- REQUIRED WORK:
Copy the full listing, changing nothing.
##############################
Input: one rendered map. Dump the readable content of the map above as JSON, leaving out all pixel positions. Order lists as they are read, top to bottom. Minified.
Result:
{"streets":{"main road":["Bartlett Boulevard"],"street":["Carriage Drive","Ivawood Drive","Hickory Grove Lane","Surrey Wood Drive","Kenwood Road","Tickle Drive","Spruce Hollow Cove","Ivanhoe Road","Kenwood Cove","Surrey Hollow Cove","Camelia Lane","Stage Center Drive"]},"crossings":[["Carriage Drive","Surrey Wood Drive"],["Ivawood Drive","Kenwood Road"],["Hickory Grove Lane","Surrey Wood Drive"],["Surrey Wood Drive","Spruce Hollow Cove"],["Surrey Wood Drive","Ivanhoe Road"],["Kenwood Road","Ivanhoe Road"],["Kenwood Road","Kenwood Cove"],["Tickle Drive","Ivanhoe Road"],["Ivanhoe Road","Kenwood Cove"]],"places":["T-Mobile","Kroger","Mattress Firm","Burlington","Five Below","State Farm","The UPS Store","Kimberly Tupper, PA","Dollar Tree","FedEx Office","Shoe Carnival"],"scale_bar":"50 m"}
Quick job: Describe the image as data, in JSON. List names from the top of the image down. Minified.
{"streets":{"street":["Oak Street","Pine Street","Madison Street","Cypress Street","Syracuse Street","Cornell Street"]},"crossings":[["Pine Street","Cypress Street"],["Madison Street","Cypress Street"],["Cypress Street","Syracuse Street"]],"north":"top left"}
##############################
- TASK RESPONSE:
Input: one rendered map. Dump the readable content of the map above as JSON, leaving out all pixel positions. Order lists as they are read, top to bottom. Minified.
Result:
{"streets":{"main road":["Bartlett Boulevard"],"street":["Carriage Drive","Ivawood Drive","Hickory Grove Lane","Surrey Wood Drive","Kenwood Road","Tickle Drive","Spruce Hollow Cove","Ivanhoe Road","Kenwood Cove","Surrey Hollow Cove","Camelia Lane","Stage Center Drive"]},"crossings":[["Carriage Drive","Surrey Wood Drive"],["Ivawood Drive","Kenwood Road"],["Hickory Grove Lane","Surrey Wood Drive"],["Surrey Wood Drive","Spruce Hollow Cove"],["Surrey Wood Drive","Ivanhoe Road"],["Kenwood Road","Ivanhoe Road"],["Kenwood Road","Kenwood Cove"],["Tickle Drive","Ivanhoe Road"],["Ivanhoe Road","Kenwood Cove"]],"places":["T-Mobile","Kroger","Mattress Firm","Burlington","Five Below","State Farm","The UPS Store","Kimberly Tupper, PA","Dollar Tree","FedEx Office","Shoe Carnival"],"scale_bar":"50 m"}
Quick job: Describe the image as data, in JSON. List names from the top of the image down. Minified.
{"streets":{"street":["Oak Street","Pine Street","Madison Street","Cypress Street","Syracuse Street","Cornell Street"]},"crossings":[["Pine Street","Cypress Street"],["Madison Street","Cypress Street"],["Cypress Street","Syracuse Street"]],"north":"top left"}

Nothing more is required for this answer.